● **Collected data**:
★ ★ ★ ★ ★ ★ ★

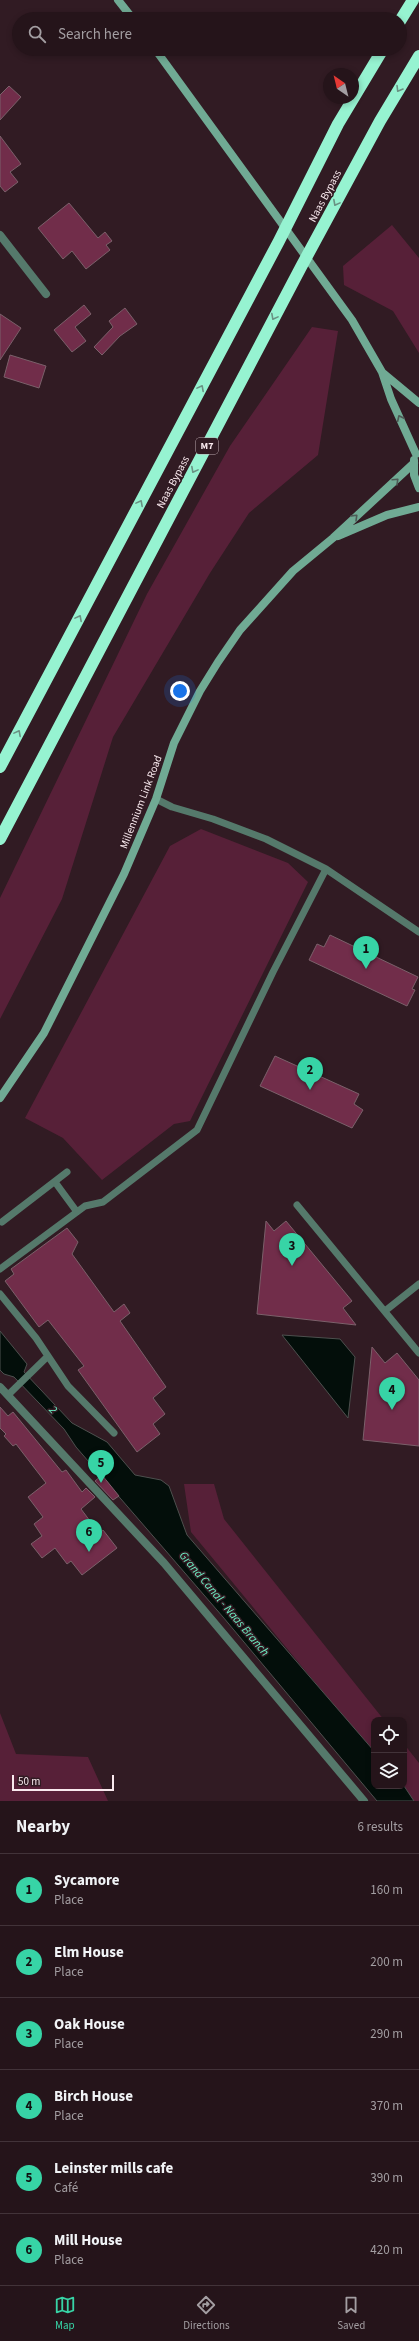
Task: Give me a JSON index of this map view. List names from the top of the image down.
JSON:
{
  "streets": {
    "highway": ["Naas Bypass", "M7"],
    "main road": ["Millennium Link Road"]
  },
  "water": ["2", "Grand Canal - Naas Branch"],
  "scale_bar": "50 m",
  "north": "top left",
  "page": {
    "search": "Search here",
    "pins": [
      "1",
      "2",
      "3",
      "4",
      "5",
      "6"
    ],
    "scale": "50 m",
    "heading": ["Nearby", "6 results"],
    "list": [
      {
        "mark": "1",
        "name": "Sycamore",
        "note": "Place",
        "value": "160 m"
      },
      {
        "mark": "2",
        "name": "Elm House",
        "note": "Place",
        "value": "200 m"
      },
      {
        "mark": "3",
        "name": "Oak House",
        "note": "Place",
        "value": "290 m"
      },
      {
        "mark": "4",
        "name": "Birch House",
        "note": "Place",
        "value": "370 m"
      },
      {
        "mark": "5",
        "name": "Leinster mills cafe",
        "note": "Café",
        "value": "390 m"
      },
      {
        "mark": "6",
        "name": "Mill House",
        "note": "Place",
        "value": "420 m"
      }
    ],
    "nav": ["Map", "Directions", "Saved"]
  }
}
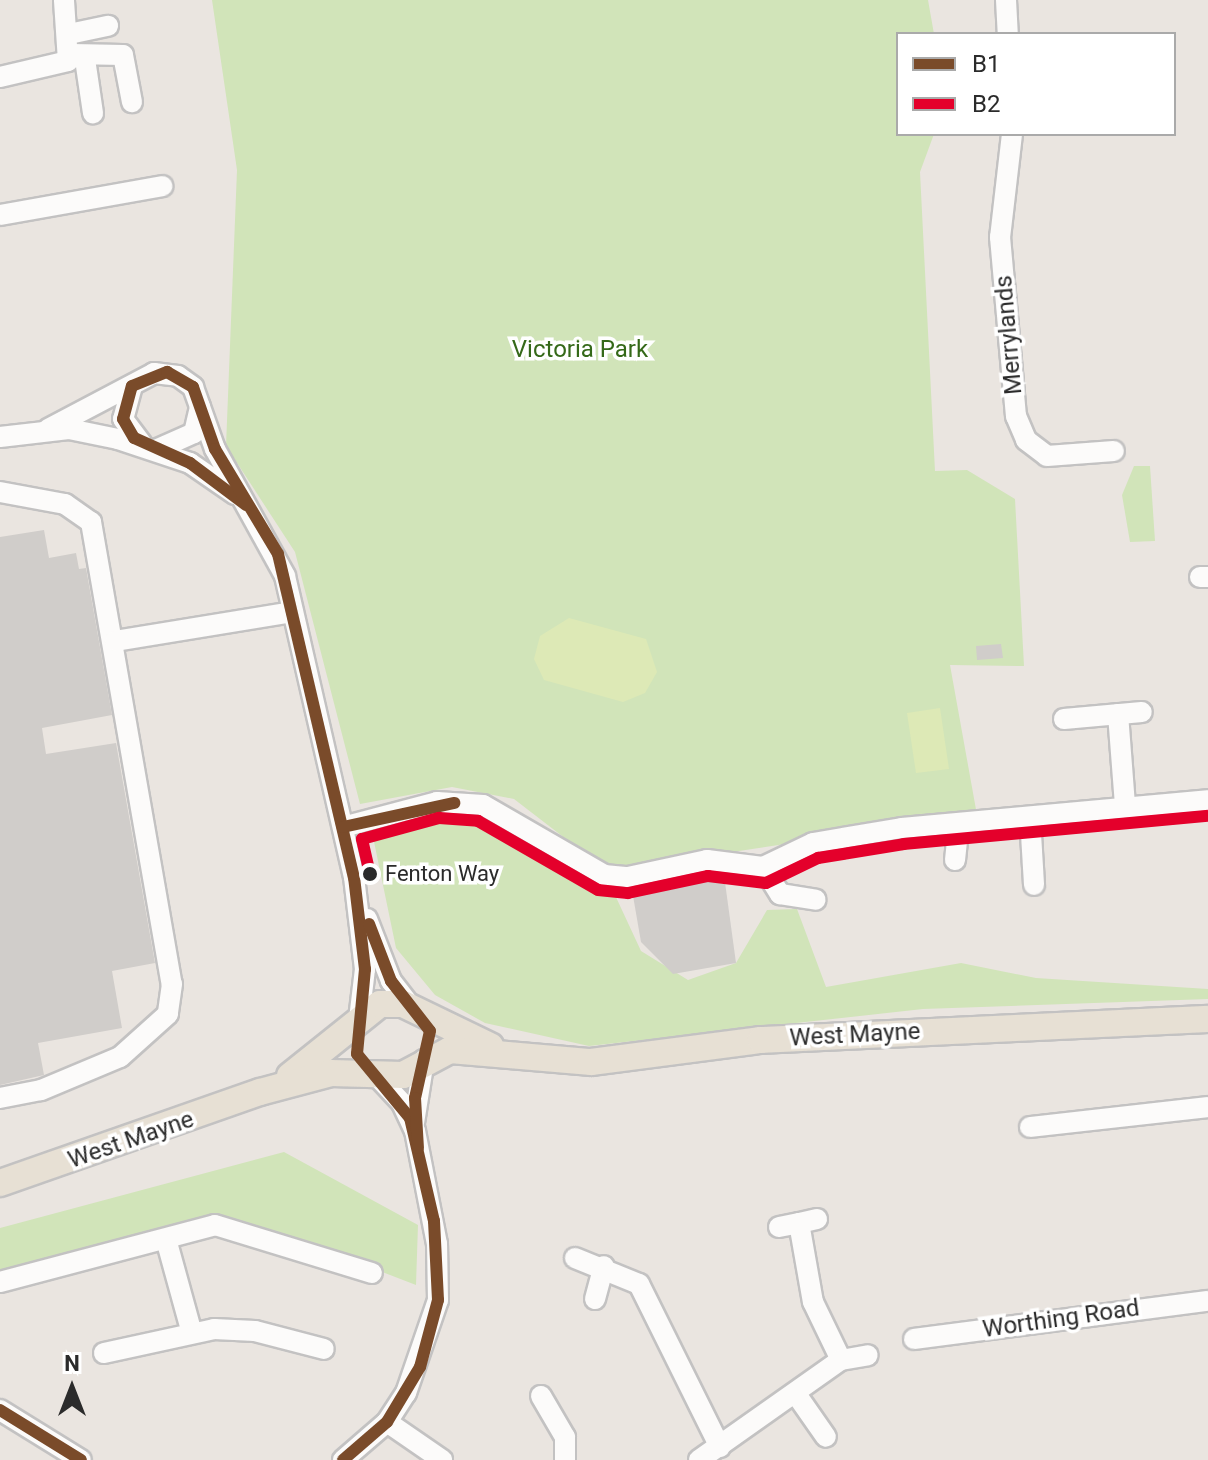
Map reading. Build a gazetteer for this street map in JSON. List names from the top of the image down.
{
  "streets": {
    "main road": ["West Mayne"],
    "street": ["Merrylands", "Worthing Road"]
  },
  "parks": ["Victoria Park"],
  "places": ["Fenton Way"],
  "lines": ["transit line B1", "transit line B2"],
  "legend": ["B1", "B2"],
  "north": "top"
}
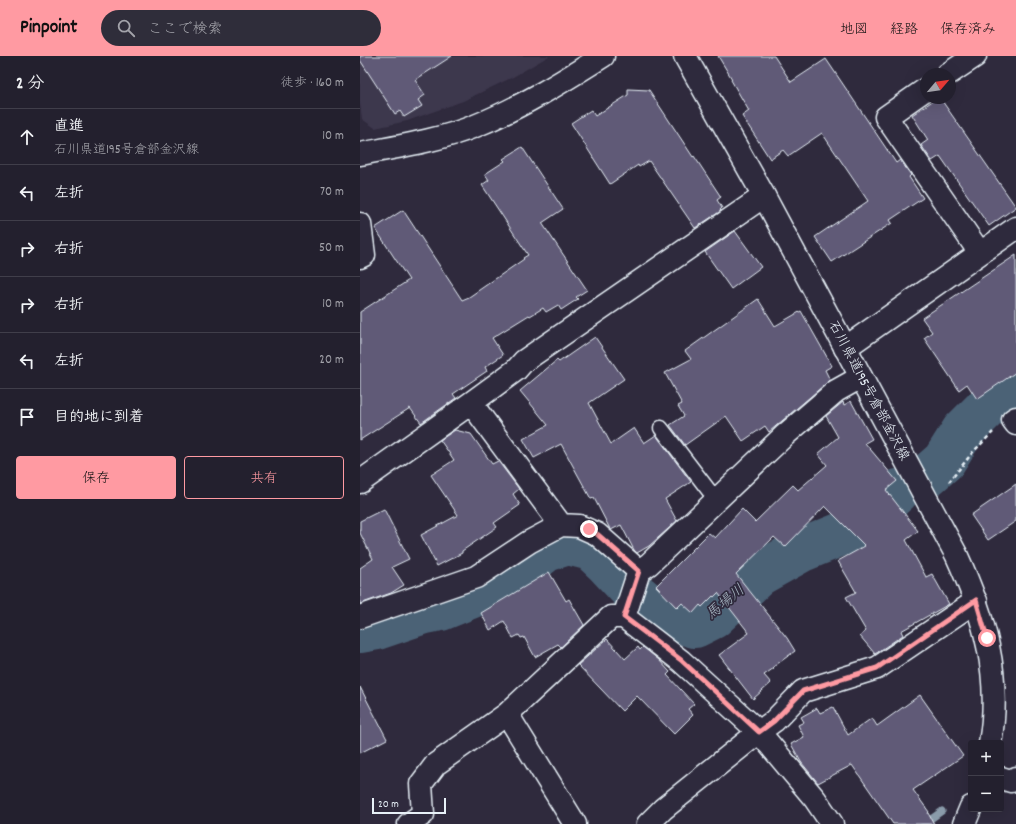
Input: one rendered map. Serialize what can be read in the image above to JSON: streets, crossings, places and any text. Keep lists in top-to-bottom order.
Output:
{
  "streets": {
    "street": ["石川県道195号倉部金沢線"]
  },
  "water": ["馬場川"],
  "scale_bar": "20 m",
  "north": "top right",
  "page": {
    "header": "Pinpoint",
    "search": "ここで検索",
    "nav": ["地図", "経路", "保存済み"],
    "heading": ["2 分", "徒歩 · 160 m"],
    "list": [
      ["直進", "石川県道195号倉部金沢線", "10 m"],
      ["左折", "70 m"],
      ["右折", "50 m"],
      ["右折", "10 m"],
      ["左折", "20 m"],
      "目的地に到着"
    ],
    "buttons": ["保存", "共有"],
    "map_buttons": ["+", "−"],
    "scale": "20 m"
  }
}
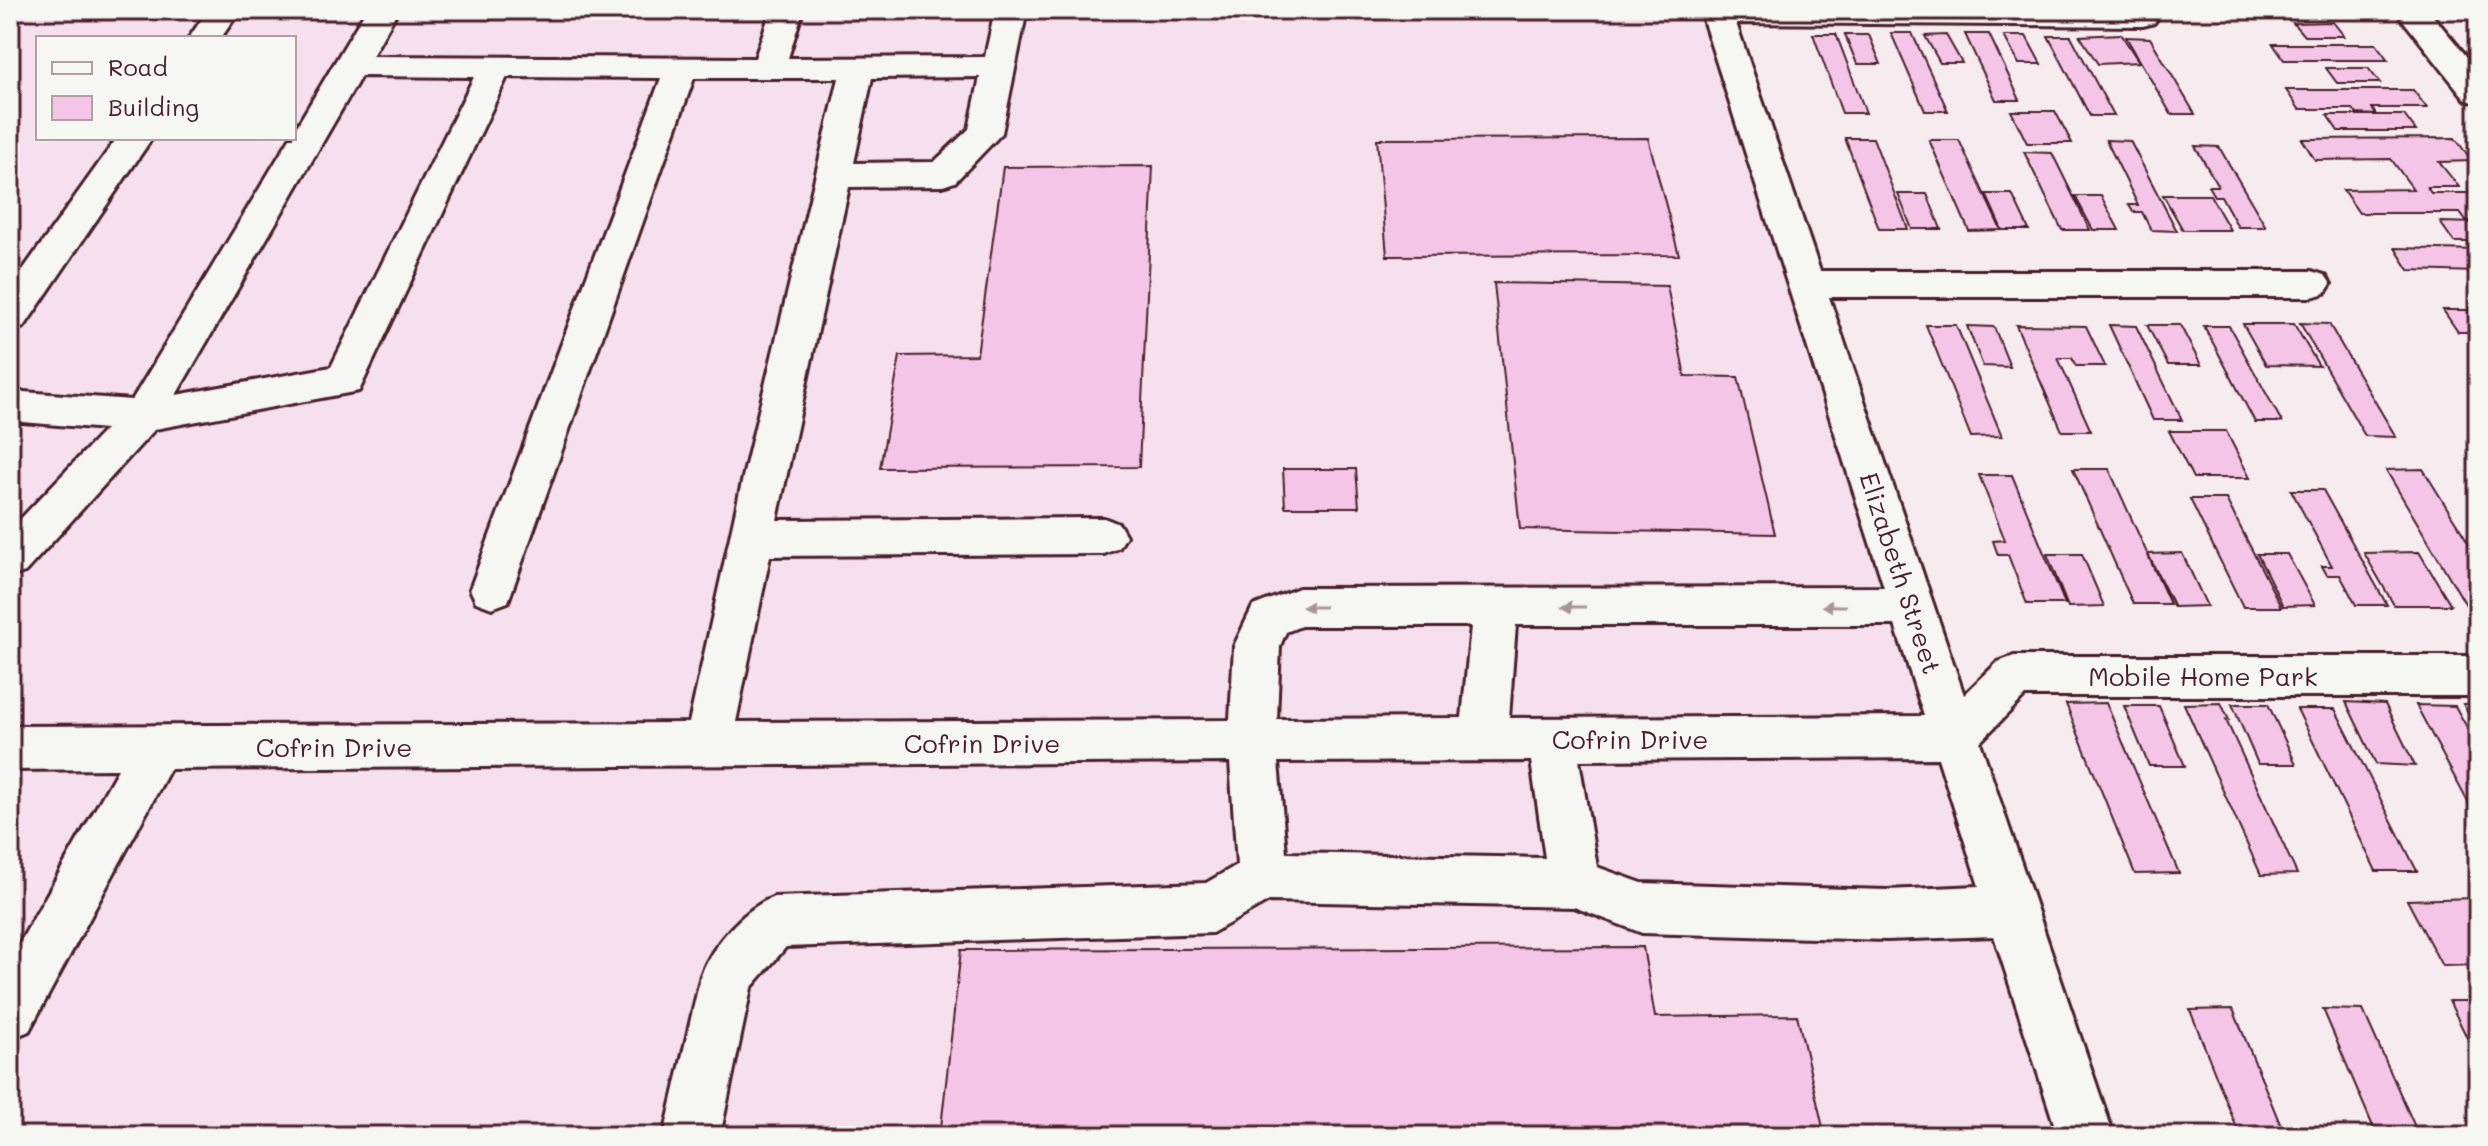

★ ★ ★ ★ ★ ★ ★

● **Your objective**: Would you restate all of the data above word for word, omitting the pictures?

● **Result below**:
Task: Give me a JSON index of this map view. List names from the top of the image down.
JSON:
{
  "streets": {
    "highway": ["Naas Bypass", "M7"],
    "main road": ["Millennium Link Road"]
  },
  "water": ["2", "Grand Canal - Naas Branch"],
  "scale_bar": "50 m",
  "north": "top left",
  "page": {
    "search": "Search here",
    "pins": [
      "1",
      "2",
      "3",
      "4",
      "5",
      "6"
    ],
    "scale": "50 m",
    "heading": ["Nearby", "6 results"],
    "list": [
      {
        "mark": "1",
        "name": "Sycamore",
        "note": "Place",
        "value": "160 m"
      },
      {
        "mark": "2",
        "name": "Elm House",
        "note": "Place",
        "value": "200 m"
      },
      {
        "mark": "3",
        "name": "Oak House",
        "note": "Place",
        "value": "290 m"
      },
      {
        "mark": "4",
        "name": "Birch House",
        "note": "Place",
        "value": "370 m"
      },
      {
        "mark": "5",
        "name": "Leinster mills cafe",
        "note": "Café",
        "value": "390 m"
      },
      {
        "mark": "6",
        "name": "Mill House",
        "note": "Place",
        "value": "420 m"
      }
    ],
    "nav": ["Map", "Directions", "Saved"]
  }
}
Map reading. Build a gazetteer for this street map in JSON. List names from the top of the image down.
{
  "streets": {
    "main road": ["West Mayne"],
    "street": ["Merrylands", "Worthing Road"]
  },
  "parks": ["Victoria Park"],
  "places": ["Fenton Way"],
  "lines": ["transit line B1", "transit line B2"],
  "legend": ["B1", "B2"],
  "north": "top"
}
Input: one rendered map. Serialize what can be read in the image above to JSON: streets, crossings, places and any text. Keep lists in top-to-bottom order.
Output:
{
  "streets": {
    "street": ["石川県道195号倉部金沢線"]
  },
  "water": ["馬場川"],
  "scale_bar": "20 m",
  "north": "top right",
  "page": {
    "header": "Pinpoint",
    "search": "ここで検索",
    "nav": ["地図", "経路", "保存済み"],
    "heading": ["2 分", "徒歩 · 160 m"],
    "list": [
      ["直進", "石川県道195号倉部金沢線", "10 m"],
      ["左折", "70 m"],
      ["右折", "50 m"],
      ["右折", "10 m"],
      ["左折", "20 m"],
      "目的地に到着"
    ],
    "buttons": ["保存", "共有"],
    "map_buttons": ["+", "−"],
    "scale": "20 m"
  }
}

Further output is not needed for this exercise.